Jesus is trying to focus the eyes of the disciples on the scandal, the stumbling block, that they are trying to avoid. They are still thinking of the Messiah in earthly terms, of power and control and fear, and that is an obstacle for them. They need to unlearn that, and learn instead that God’s kingdom is quite other from what they had thought. God’s kingdom is founded on God’s generous love alone, not on power and control. This is a kingdom that will become real through a Messiah who will be rejected, and killed, and will rise from the dead.
In the end, they still don’t get it, and they still won’t understand, right up to Good Friday itself, when the betrayal and crucifixion of Jesus will finally completely shatter their whole conception of what God and his Kingdom are about. It will only be once they have lost everything that they will discover the Kingdom of generosity, the kingdom only given to those who know that they have nothing.
We too are called to own our poverty and so discover God’s generosity. Like the disciples, we too need to be alert for the scandal we are trying to avoid. That may be the desire to possess and control, because we don’t really quite trust God’s generosity enough.

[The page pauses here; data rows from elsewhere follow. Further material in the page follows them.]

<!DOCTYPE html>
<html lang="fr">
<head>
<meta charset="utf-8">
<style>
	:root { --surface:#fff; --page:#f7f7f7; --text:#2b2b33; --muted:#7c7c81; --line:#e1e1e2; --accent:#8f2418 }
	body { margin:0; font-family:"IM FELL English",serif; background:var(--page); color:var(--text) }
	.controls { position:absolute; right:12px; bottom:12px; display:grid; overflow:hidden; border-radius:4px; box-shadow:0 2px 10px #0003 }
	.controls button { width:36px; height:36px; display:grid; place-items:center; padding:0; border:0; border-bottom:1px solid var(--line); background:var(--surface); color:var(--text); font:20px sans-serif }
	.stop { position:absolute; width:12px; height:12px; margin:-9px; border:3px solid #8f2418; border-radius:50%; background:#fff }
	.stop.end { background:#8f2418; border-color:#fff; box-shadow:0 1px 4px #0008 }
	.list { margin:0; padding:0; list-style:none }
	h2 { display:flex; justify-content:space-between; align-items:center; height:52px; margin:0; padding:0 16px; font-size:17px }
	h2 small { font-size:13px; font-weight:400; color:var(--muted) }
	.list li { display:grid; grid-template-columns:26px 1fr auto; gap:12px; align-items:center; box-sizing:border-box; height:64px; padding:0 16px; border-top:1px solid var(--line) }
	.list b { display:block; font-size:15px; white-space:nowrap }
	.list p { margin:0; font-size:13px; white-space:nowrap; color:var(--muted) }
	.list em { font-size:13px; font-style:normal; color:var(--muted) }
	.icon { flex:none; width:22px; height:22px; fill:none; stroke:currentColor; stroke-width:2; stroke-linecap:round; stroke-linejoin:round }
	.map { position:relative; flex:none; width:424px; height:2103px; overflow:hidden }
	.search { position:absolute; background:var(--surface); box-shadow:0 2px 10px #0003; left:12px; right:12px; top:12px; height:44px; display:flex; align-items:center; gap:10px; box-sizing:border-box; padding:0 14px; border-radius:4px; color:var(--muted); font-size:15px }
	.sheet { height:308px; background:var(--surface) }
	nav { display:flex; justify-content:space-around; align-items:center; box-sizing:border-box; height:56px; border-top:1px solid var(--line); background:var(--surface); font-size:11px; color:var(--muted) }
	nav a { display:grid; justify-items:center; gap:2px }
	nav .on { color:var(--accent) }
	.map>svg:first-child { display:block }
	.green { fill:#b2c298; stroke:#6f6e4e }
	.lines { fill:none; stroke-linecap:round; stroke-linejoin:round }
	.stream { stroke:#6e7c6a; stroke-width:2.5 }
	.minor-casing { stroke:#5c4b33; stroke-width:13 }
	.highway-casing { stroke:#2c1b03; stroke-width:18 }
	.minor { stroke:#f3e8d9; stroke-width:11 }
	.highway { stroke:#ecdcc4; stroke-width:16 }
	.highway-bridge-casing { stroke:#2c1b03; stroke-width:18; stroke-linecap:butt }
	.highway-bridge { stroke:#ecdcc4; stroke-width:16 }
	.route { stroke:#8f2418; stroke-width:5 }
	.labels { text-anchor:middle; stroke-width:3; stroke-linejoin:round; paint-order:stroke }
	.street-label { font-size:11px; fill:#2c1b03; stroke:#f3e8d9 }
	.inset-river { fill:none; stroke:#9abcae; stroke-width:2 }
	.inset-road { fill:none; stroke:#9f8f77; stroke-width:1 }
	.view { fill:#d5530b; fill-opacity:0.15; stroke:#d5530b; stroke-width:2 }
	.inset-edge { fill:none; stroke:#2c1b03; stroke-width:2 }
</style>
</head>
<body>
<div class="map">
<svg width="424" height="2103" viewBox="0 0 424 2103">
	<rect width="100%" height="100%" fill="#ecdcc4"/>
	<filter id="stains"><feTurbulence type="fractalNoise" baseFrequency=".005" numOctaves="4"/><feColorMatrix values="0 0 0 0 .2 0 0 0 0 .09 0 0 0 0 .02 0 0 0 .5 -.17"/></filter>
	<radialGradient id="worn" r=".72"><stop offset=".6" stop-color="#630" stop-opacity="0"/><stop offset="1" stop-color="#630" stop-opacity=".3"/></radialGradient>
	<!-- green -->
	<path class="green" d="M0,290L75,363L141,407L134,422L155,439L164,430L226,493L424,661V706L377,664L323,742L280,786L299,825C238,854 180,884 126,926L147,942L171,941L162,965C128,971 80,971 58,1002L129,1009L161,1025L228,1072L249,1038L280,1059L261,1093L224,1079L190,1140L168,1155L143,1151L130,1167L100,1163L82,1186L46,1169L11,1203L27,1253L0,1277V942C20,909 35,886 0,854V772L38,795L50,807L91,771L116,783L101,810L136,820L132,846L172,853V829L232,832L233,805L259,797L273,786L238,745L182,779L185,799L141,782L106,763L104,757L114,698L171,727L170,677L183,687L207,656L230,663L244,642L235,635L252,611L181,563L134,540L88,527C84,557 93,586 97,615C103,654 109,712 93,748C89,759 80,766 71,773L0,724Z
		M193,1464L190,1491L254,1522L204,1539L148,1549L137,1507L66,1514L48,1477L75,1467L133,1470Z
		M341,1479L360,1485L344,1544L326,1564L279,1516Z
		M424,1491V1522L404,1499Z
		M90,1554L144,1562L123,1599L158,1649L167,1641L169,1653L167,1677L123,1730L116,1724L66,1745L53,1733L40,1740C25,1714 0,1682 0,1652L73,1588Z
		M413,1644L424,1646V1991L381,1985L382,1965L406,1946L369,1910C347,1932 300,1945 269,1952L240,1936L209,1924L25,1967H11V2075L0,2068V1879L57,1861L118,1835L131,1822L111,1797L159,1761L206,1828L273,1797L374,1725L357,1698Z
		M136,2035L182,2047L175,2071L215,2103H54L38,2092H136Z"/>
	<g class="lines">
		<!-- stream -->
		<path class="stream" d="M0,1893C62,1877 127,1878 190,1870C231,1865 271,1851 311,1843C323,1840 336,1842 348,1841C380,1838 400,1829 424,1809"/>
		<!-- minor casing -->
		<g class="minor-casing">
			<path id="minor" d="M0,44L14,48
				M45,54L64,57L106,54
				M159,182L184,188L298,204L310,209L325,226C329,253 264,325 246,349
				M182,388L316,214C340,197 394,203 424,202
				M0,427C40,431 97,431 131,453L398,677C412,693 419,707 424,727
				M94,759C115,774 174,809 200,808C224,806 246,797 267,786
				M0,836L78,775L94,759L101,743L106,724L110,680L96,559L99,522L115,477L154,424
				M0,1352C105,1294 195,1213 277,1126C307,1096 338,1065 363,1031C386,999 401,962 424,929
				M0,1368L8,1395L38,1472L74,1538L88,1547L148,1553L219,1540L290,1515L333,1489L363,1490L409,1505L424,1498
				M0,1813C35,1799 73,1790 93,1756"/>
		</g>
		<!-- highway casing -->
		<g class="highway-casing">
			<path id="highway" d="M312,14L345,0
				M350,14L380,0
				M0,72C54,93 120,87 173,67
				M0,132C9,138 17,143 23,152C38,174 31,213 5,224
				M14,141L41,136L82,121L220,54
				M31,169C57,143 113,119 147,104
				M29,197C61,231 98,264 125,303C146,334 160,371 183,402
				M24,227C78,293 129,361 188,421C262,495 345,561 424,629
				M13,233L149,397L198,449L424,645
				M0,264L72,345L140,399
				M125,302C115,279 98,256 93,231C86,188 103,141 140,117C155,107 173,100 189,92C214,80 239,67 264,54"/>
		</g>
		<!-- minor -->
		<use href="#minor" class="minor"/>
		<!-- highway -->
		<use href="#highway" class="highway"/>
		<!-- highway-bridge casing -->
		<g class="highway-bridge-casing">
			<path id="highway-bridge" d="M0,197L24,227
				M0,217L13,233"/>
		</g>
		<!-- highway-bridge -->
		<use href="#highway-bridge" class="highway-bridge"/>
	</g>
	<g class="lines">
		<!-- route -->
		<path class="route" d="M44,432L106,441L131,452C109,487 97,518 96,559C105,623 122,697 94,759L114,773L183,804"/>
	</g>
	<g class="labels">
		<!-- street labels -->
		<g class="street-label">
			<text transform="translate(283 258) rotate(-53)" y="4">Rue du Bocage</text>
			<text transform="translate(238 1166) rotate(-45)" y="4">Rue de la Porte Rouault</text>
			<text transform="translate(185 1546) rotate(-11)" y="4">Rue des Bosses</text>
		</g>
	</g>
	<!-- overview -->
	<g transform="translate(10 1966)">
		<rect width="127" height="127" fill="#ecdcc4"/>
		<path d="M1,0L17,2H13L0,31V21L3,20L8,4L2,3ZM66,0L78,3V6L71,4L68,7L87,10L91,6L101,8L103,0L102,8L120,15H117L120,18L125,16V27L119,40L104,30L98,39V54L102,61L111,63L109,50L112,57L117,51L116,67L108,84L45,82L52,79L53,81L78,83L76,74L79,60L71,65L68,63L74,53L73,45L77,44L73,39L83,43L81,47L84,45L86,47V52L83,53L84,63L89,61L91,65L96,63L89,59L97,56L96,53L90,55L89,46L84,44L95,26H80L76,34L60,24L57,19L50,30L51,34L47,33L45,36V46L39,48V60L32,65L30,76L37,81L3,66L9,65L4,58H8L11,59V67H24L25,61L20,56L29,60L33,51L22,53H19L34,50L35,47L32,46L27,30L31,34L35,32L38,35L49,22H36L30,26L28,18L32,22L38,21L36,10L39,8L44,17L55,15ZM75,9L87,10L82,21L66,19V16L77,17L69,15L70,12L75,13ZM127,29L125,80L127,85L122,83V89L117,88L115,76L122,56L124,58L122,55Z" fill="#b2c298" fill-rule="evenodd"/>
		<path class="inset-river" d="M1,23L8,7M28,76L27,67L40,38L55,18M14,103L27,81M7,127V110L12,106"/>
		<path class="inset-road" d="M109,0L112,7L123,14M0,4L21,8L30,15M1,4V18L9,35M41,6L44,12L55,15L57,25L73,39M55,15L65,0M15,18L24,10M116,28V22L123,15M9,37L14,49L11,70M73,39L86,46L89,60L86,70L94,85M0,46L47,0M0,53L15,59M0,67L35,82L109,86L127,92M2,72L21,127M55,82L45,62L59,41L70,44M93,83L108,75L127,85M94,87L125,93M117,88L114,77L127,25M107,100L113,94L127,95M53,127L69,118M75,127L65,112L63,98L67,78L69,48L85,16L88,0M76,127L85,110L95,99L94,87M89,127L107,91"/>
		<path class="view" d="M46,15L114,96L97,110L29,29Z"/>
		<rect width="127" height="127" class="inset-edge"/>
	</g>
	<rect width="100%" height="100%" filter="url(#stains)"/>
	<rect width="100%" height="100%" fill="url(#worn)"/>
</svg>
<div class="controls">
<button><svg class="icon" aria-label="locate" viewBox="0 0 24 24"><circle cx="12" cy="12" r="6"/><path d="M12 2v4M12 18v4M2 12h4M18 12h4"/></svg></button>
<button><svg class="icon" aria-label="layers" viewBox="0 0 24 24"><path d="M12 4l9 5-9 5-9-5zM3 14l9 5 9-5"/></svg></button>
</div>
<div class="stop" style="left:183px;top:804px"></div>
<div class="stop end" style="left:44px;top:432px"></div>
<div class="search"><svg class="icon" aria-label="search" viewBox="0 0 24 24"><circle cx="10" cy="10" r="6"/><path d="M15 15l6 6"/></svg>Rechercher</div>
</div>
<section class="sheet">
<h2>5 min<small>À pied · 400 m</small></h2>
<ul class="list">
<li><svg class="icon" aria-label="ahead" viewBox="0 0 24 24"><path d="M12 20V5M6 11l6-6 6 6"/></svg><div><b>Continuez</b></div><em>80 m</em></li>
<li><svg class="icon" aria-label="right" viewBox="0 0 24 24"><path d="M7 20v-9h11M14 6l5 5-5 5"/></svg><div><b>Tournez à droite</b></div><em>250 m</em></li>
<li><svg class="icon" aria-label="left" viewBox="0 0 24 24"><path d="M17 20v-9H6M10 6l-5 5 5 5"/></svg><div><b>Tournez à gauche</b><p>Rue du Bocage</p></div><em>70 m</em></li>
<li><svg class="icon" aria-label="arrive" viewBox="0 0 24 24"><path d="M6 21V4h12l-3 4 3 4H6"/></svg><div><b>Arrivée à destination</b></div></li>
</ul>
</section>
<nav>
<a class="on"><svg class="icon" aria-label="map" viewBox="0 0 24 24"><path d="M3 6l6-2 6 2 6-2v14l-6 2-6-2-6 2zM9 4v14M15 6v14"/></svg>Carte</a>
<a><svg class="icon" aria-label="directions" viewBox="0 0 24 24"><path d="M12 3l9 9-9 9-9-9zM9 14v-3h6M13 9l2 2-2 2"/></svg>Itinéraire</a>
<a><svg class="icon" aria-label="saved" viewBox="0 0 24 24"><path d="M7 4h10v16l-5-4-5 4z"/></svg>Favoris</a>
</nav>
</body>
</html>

That’s something to be alert for in the community of the Church, as the disciples show us. I was reminded of this when reading some of the election addresses from people standing for General Synod. The new synod, which will be elected next month, will have to deal with some controversial issues. There’s nothing new in that: arguments and disagreements have been part of the church’s life from the beginning, as we can see by reading the Acts of the Apostles. Indeed in God’s providence this is part of the way in which the church grows and develops.
But in the midst of disagreement we must not lose sight of God’s generosity. God has called all of us to be part of his holy people, and that is his gift. God has given us to each other, and we must not therefore be scandalized by one another, whatever our differences. And that applies not only to the Church of England, but to all Christians whatever church or community they may belong to.
But we need to look within ourselves as well. Scandal can mean many things: stumbling-block, obstacle, offence, sin. What is there in our own lives which is an obstacle to Jesus coming to us, or to us giving ourselves totally to him? What is it that provokes offence? Where are we still following the way the world thinks, the way of power, control and fear? Where is it that we are still not trusting God’s generous love?
Jesus calls us as we are, whatever our stumbling blocks, our scandals and our sins. Jesus calls us to the embrace of God’s generous love, the love that forgives all sins, the love that raises the dead. In the embrace of God’s love our minds will be transformed as we leave behind the way the world thinks, trapped in power and control and fear, and are set free into the unlimited, generous, and utterly vivacious love of God.